→ SUPPLIED MATERIAL:
_ _ _ _ _

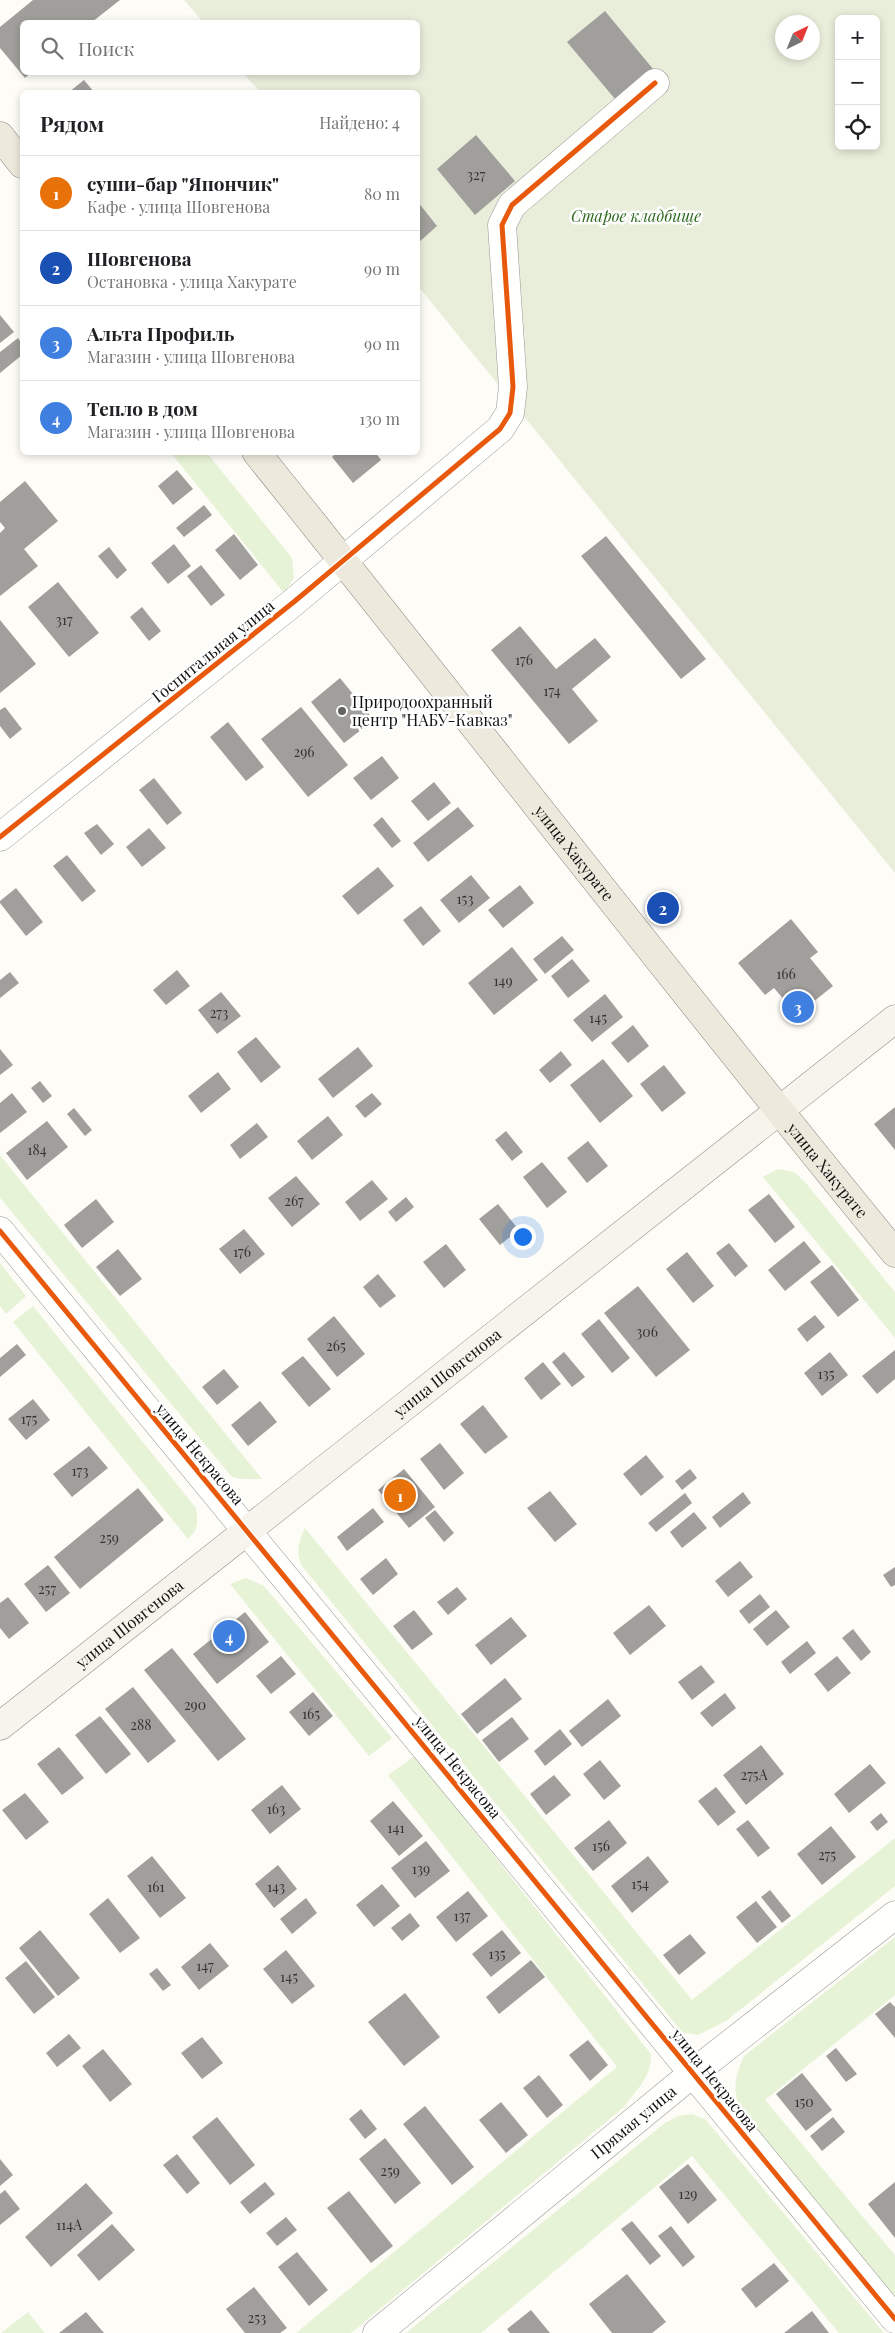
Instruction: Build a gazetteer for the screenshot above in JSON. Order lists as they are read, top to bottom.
{
  "streets": {
    "main road": ["улица Хакурате", "улица Шовгенова"],
    "street": ["Госпитальная улица", "улица Некрасова", "Прямая улица"]
  },
  "crossings": [
    ["Госпитальная улица", "улица Хакурате"],
    ["улица Хакурате", "улица Шовгенова"],
    ["улица Шовгенова", "улица Некрасова"],
    ["улица Некрасова", "Прямая улица"]
  ],
  "parks": ["Старое кладбище"],
  "places": ["Природоохранный центр \"НАБУ-Кавказ\""],
  "house_numbers": [
    "327",
    "317",
    "176",
    "174",
    "296",
    "153",
    "166",
    "149",
    "273",
    "145",
    "184",
    "267",
    "176",
    "306",
    "265",
    "135",
    "175",
    "173",
    "259",
    "257",
    "290",
    "165",
    "288",
    "275А",
    "163",
    "141",
    "156",
    "275",
    "139",
    "154",
    "161",
    "143",
    "137",
    "135",
    "147",
    "145",
    "150",
    "259",
    "129",
    "114А",
    "253"
  ],
  "north": "top right",
  "page": {
    "map_buttons": ["+", "−"],
    "search": "Поиск",
    "heading": ["Рядом", "Найдено: 4"],
    "list": [
      {
        "mark": "1",
        "name": "суши-бар \"Япончик\"",
        "note": "Кафе · улица Шовгенова",
        "value": "80 m"
      },
      {
        "mark": "2",
        "name": "Шовгенова",
        "note": "Остановка · улица Хакурате",
        "value": "90 m"
      },
      {
        "mark": "3",
        "name": "Альта Профиль",
        "note": "Магазин · улица Шовгенова",
        "value": "90 m"
      },
      {
        "mark": "4",
        "name": "Тепло в дом",
        "note": "Магазин · улица Шовгенова",
        "value": "130 m"
      }
    ],
    "pins": [
      "2",
      "3",
      "1",
      "4"
    ]
  }
}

_ _ _ _ _

→ TASK: What is needed is every line of the records that contains the word "улица".

→ SOLUTION TO THIS TASK:
    "main road": ["улица Хакурате", "улица Шовгенова"],
    "street": ["Госпитальная улица", "улица Некрасова", "Прямая улица"]
    ["Госпитальная улица", "улица Хакурате"],
    ["улица Хакурате", "улица Шовгенова"],
    ["улица Шовгенова", "улица Некрасова"],
    ["улица Некрасова", "Прямая улица"]
        "note": "Кафе · улица Шовгенова",
        "note": "Остановка · улица Хакурате",
        "note": "Магазин · улица Шовгенова",
        "note": "Магазин · улица Шовгенова",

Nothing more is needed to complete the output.